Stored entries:
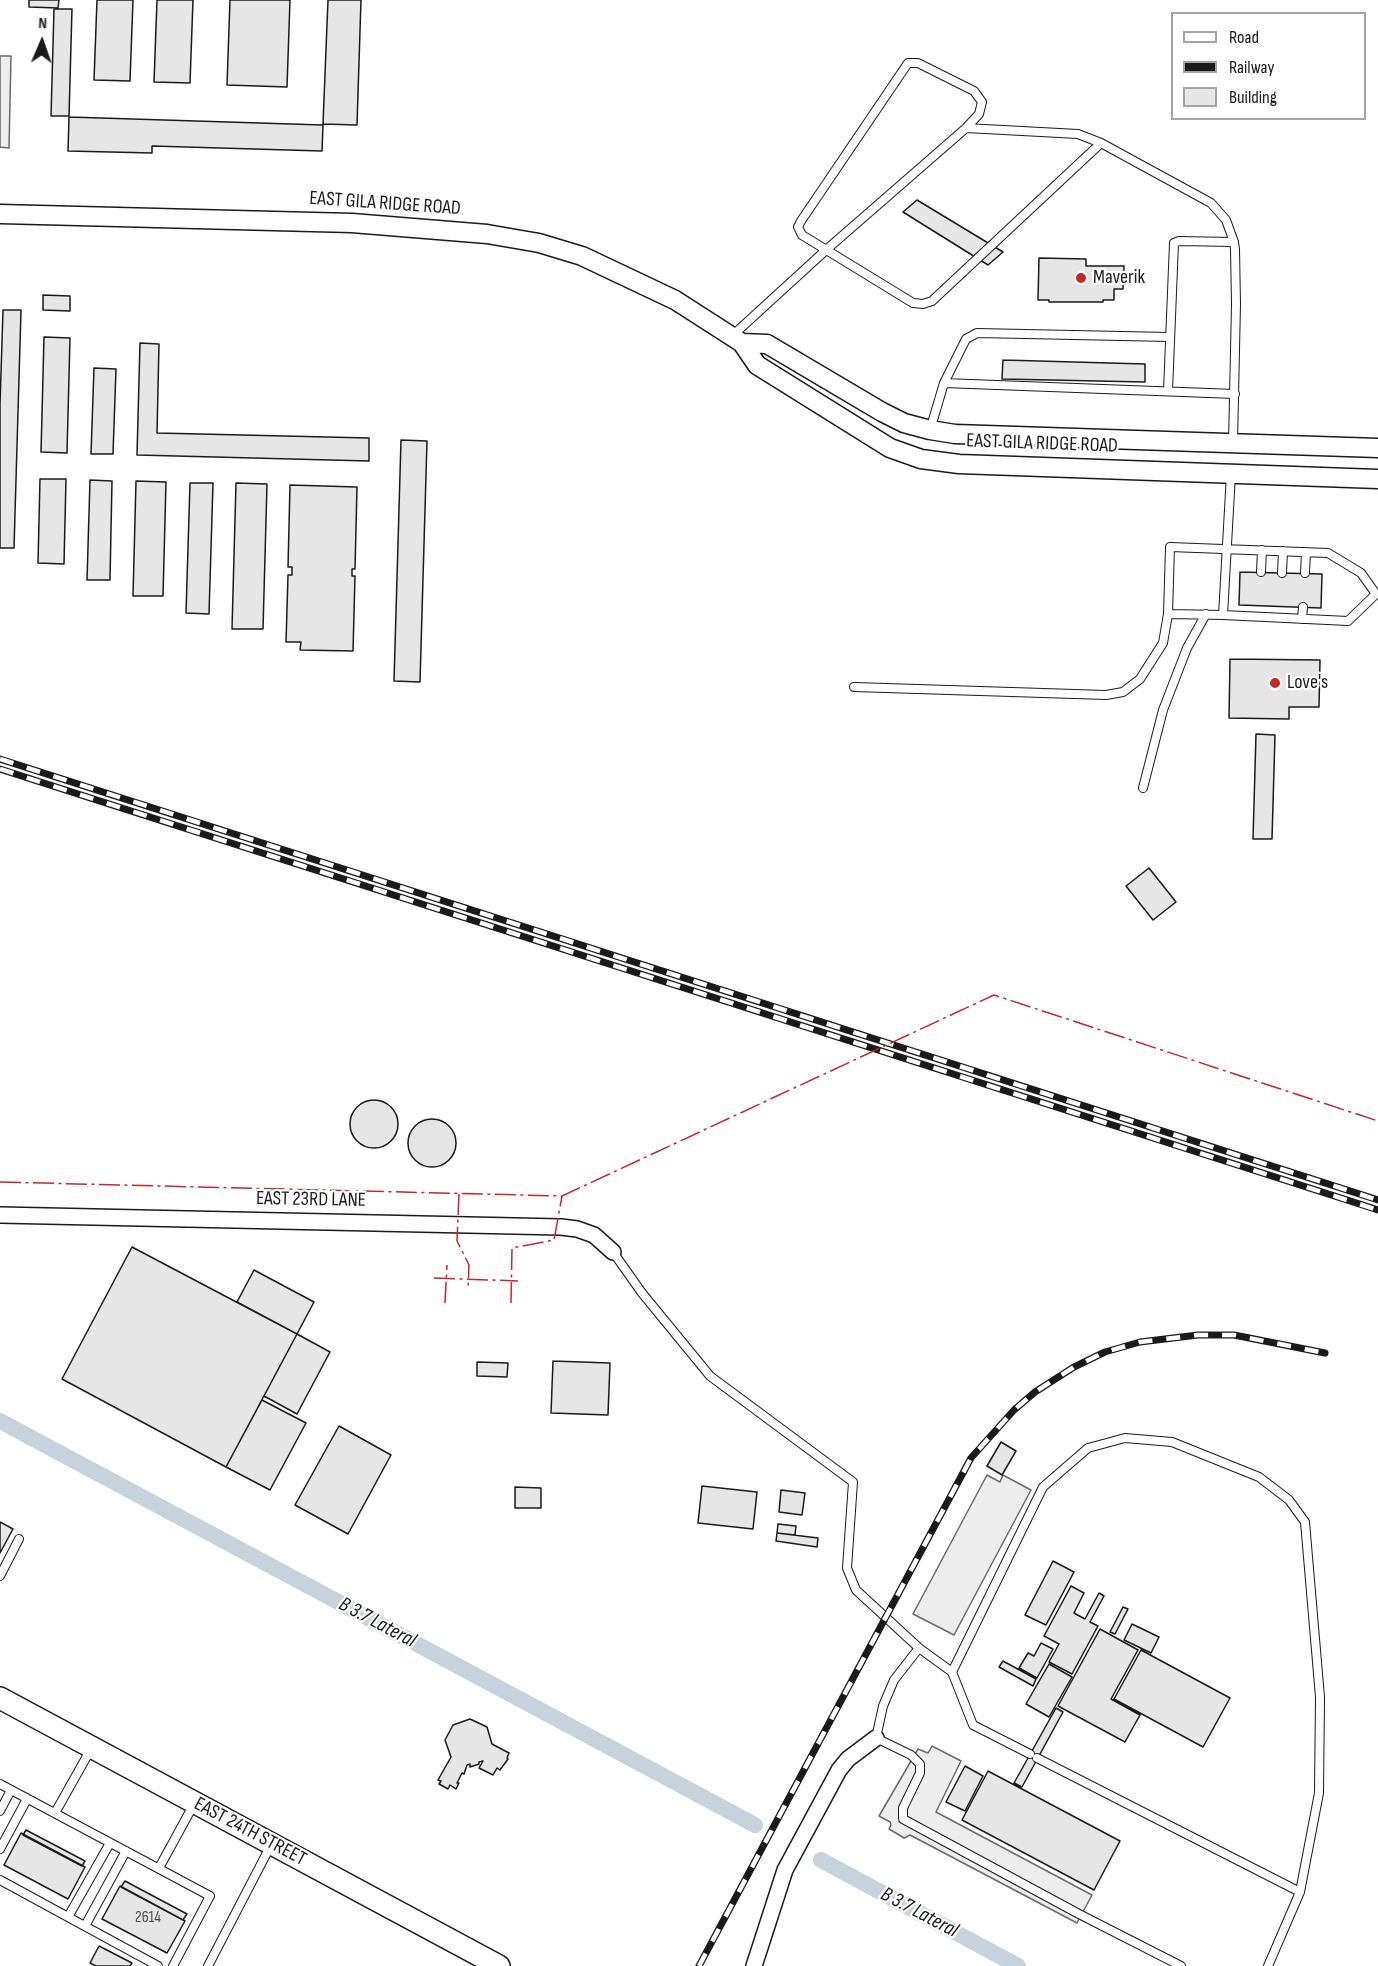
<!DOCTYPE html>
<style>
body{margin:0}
#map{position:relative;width:1378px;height:1966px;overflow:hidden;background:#fff;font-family:"Sofia Sans Condensed",sans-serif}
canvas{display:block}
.legend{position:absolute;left:1171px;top:12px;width:195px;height:108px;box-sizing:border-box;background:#fff;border:2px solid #a3a3a3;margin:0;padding:8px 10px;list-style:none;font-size:18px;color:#1a1a1a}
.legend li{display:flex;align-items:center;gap:12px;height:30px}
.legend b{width:30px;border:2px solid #a3a3a3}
.north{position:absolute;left:12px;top:12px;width:60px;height:60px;-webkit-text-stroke:4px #fff;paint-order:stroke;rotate:2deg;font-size:16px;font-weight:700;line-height:24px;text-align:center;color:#1a1a1a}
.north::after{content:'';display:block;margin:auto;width:21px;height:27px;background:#1a1a1a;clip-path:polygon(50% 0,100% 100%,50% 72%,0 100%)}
</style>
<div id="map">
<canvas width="1378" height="1966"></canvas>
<ul class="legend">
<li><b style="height:8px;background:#fff"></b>Road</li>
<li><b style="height:8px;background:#1a1a1a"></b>Railway</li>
<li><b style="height:16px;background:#e6e6e6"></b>Building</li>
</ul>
<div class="north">N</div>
</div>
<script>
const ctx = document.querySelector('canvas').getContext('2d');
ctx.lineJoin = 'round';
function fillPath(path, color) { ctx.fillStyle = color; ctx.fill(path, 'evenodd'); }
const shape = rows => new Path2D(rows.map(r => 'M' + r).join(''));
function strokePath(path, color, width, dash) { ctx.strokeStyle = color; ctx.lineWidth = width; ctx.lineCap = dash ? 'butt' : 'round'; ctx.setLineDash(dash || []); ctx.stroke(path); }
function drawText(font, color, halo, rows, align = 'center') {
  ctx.font = font + ' "Sofia Sans Condensed",sans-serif'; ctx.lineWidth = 4.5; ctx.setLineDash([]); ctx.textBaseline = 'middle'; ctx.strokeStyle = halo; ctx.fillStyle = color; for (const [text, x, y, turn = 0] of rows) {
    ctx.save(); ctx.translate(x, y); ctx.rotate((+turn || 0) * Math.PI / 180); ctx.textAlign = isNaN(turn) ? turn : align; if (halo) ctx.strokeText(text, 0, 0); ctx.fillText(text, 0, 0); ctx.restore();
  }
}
const parking = shape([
 [0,56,11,56,9,148,0,147,0,56],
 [987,1475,1000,1482,1003,1475,1031,1490,954,1635,913,1614,987,1475],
 [932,1746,961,1761,936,1812,1092,1895,1077,1923,910,1835,904,1838,889,1829,891,1825,890,1822,879,1816,918,1749,928,1753,932,1746]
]);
fillPath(parking, '#ededed');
strokePath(parking, '#6a6a6a', 1.5);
strokePath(shape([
 [0,1421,755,1825],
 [821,1860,1018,1966]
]), '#c6d2dc', 16);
const building = shape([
 [29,0,59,0,58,8,29,7,29,0],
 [97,0,133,0,130,81,94,80,97,0],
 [157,0,193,0,190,83,154,82,157,0],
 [230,0,290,0,287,87,227,85,230,0],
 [328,0,361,0,357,125,323,124,328,0],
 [54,9,72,9,69,116,51,116,54,9],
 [69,117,323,125,322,151,152,146,152,153,68,151,69,117],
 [917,200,1003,252,988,265,903,212,917,200],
 [1039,258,1086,259,1086,266,1124,266,1123,289,1114,289,1114,300,1103,300,1103,302,1049,302,1049,300,1038,300,1039,258],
 [43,295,70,296,70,311,43,310,43,295],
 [3,310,21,310,14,548,0,548,0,404,3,310],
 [44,337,70,338,67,453,41,452,44,337],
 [140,343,159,344,157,433,369,438,369,461,137,455,140,343],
 [1003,360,1145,364,1145,382,1002,379,1003,360],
 [94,368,116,369,113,454,91,454,94,368],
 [401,440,427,441,420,682,394,681,401,440],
 [40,479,66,479,64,564,38,563,40,479],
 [90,480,112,481,110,580,87,580,90,480],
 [136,481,166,482,163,596,133,596,136,481],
 [190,483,213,483,209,614,186,613,190,483],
 [236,483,267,484,263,629,232,629,236,483],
 [290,485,357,487,355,569,352,569,352,576,355,576,353,651,300,650,301,642,286,642,288,575,292,575,292,567,288,567,290,485],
 [1240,572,1322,574,1321,608,1239,605,1240,572],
 [1230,659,1320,660,1319,707,1289,707,1289,719,1229,718,1230,659],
 [1256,734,1275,735,1272,839,1253,839,1256,734],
 [1149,868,1176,902,1153,920,1126,886,1149,868],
 '350 1124a24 24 0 1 1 48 0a24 24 0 1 1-48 0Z',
 '408 1143a24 24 0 1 1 48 0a24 24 0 1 1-48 0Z',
 [132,1247,297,1334,226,1467,62,1379,132,1247],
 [254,1270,314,1302,297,1334,237,1302,254,1270],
 [297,1334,330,1352,297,1414,264,1396,297,1334],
 [553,1361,610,1363,608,1415,551,1413,553,1361],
 [477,1362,508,1363,507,1377,477,1376,477,1362],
 [262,1400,306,1423,270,1490,226,1467,262,1400],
 [339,1426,391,1455,348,1534,295,1505,339,1426],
 [1001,1442,1016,1451,1002,1475,987,1466,1001,1442],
 [702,1486,757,1492,753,1529,698,1523,702,1486],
 [515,1487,541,1488,541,1508,515,1508,515,1487],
 [781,1490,805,1493,802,1515,779,1512,781,1490],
 [0,1522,13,1529,0,1553,0,1522],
 [778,1524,796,1526,795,1535,777,1533,778,1524],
 [777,1533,818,1538,817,1547,776,1541,777,1533],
 [1053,1561,1074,1572,1046,1625,1025,1615,1053,1561],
 [1071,1586,1084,1593,1074,1613,1085,1619,1099,1593,1104,1596,1090,1622,1098,1626,1072,1674,1049,1662,1059,1644,1044,1636,1071,1586],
 [1123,1607,1128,1609,1115,1634,1110,1632,1123,1607],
 [1132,1624,1159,1637,1151,1653,1124,1640,1132,1624],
 [1100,1629,1138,1650,1111,1699,1140,1715,1125,1742,1058,1706,1100,1629],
 [1041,1643,1053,1649,1037,1678,1019,1668,1028,1653,1034,1656,1041,1643],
 [1141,1650,1230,1698,1203,1747,1114,1699,1141,1650],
 [1003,1661,1036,1679,1033,1686,999,1667,1003,1661],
 [1049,1664,1072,1677,1049,1717,1026,1704,1049,1664],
 [1056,1708,1063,1712,1022,1787,1014,1783,1056,1708],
 [470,1719,487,1727,492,1744,509,1753,507,1758,508,1759,500,1770,497,1768,493,1775,479,1768,483,1761,479,1762,479,1764,470,1767,470,1764,467,1765,464,1774,462,1773,457,1783,459,1783,456,1789,450,1785,448,1789,439,1784,441,1781,438,1780,451,1757,445,1740,453,1725,470,1719],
 [965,1766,983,1776,965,1811,946,1802,965,1766],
 [988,1771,1120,1841,1094,1890,962,1820,988,1771],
 [26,1830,85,1861,82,1866,23,1835,26,1830],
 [21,1833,85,1867,68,1899,4,1865,21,1833],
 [125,1881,187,1914,183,1920,121,1887,125,1881],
 [120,1886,185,1921,167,1953,102,1919,120,1886],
 [99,1946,132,1963,130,1966,96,1966,90,1963,99,1946]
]);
fillPath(building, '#e6e6e6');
strokePath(building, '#1a1a1a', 1.5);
const service = shape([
 [966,128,979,114,982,102,974,91,918,63,908,63,801,221,798,227,802,235,913,303,923,304,932,301,1101,143],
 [732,336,826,250,966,128,1078,134,1101,143,1211,203,1226,220,1234,242,1235,249,1236,304,1233,443],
 [944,383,966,339,977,333,1170,337],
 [1168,391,1174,243,1179,241,1234,242],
 [930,430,944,383,1235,394],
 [1170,547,1328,553,1361,573,1376,594,1348,621,1223,615,1168,614,1170,547],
 [1261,572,1262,550],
 [1282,573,1283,551],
 [1305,573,1306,552],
 [1223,615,1231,474],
 [1302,619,1303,607],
 [854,687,1106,695,1123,692,1140,679,1163,643,1168,614],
 [1143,788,1163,710,1187,648,1206,614],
 [613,1252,642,1293,710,1376,853,1482,847,1568,856,1590,919,1648,894,1680,883,1706,876,1738,911,1755,920,1764,920,1773,903,1808,903,1819,1079,1914,1181,1966],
 [0,1576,19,1539],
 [919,1648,952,1672,973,1725,1030,1754],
 [952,1672,1043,1487,1088,1448,1125,1438,1172,1442,1259,1477,1289,1500,1305,1522,1320,1697,1319,1793,1300,1892],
 [1037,1758,1300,1892,1268,1966],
 [0,1784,210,1896,173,1966],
 [0,1811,11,1790],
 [55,1813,91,1749],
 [0,1849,27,1799],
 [159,1868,194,1804],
 [0,1880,158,1966],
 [68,1917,110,1843],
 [85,1926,126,1851],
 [208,1966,271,1845]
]);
const minor = shape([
 [0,1215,561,1227,577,1229,594,1235,613,1252],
 [754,1966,785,1870,839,1770,848,1759,876,1738]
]);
const tertiary = shape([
 [0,214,352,223,487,234,539,243,582,256,675,300,742,343,757,365,890,448,921,459,959,464,1378,479],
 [742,343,767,344,882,412,904,423,930,430,955,434,1378,448]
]);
const secondary = shape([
 [0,1698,499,1966]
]);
strokePath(service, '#1a1a1a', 10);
strokePath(minor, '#1a1a1a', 18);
strokePath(tertiary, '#1a1a1a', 21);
strokePath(secondary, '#1a1a1a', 24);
strokePath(service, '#fff', 8);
strokePath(minor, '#fff', 15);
strokePath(tertiary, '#fff', 18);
strokePath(secondary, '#fff', 21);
const rail = shape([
 [0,759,1378,1200],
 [0,769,1378,1210],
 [699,1966,971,1458,1014,1410,1035,1392,1074,1367,1105,1352,1140,1342,1198,1335,1234,1335,1325,1353]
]);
strokePath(rail, '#1a1a1a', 7);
strokePath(rail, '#fff', 4.5, [14]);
strokePath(shape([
 [0,1182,562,1196,994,995,1378,1121],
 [459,1194,457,1241,469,1265,468,1289],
 [434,1278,518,1281],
 [445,1303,447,1265],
 [511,1303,512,1248,554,1240,562,1196]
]), '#c62828', 1.5, [21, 4.5, 3, 4.5]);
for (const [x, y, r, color] of [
 [1081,278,6,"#c62828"],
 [1275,683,6,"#c62828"]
]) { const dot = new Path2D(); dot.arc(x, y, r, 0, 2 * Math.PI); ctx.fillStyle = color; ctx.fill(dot); strokePath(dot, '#fff', 2); }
drawText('16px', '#4d4d4d', null, [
 ["2614",148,1918]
]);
drawText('20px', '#1a1a1a', '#fff', [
 ["EAST GILA RIDGE ROAD",385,204,4],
 ["EAST GILA RIDGE ROAD",1042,444,2],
 ["EAST 23RD LANE",311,1200,1],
 ["EAST 24TH STREET",250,1832,28]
]);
drawText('20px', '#1a1a1a', '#fff', [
 ["Maverik",1093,278],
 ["Love's",1287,683]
], 'left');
drawText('italic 21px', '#1a1a1a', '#fff', [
 ["B 3.7 Lateral",377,1623,28],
 ["B 3.7 Lateral",919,1913,28]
]);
</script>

→ **Task description**
Scan the data above and report each line in which "setLineDash" is present.

→ **Solution to this exercise**
function strokePath(path, color, width, dash) { ctx.strokeStyle = color; ctx.lineWidth = width; ctx.lineCap = dash ? 'butt' : 'round'; ctx.setLineDash(dash || []); ctx.stroke(path); }
  ctx.font = font + ' "Sofia Sans Condensed",sans-serif'; ctx.lineWidth = 4.5; ctx.setLineDash([]); ctx.textBaseline = 'middle'; ctx.strokeStyle = halo; ctx.fillStyle = color; for (const [text, x, y, turn = 0] of rows) {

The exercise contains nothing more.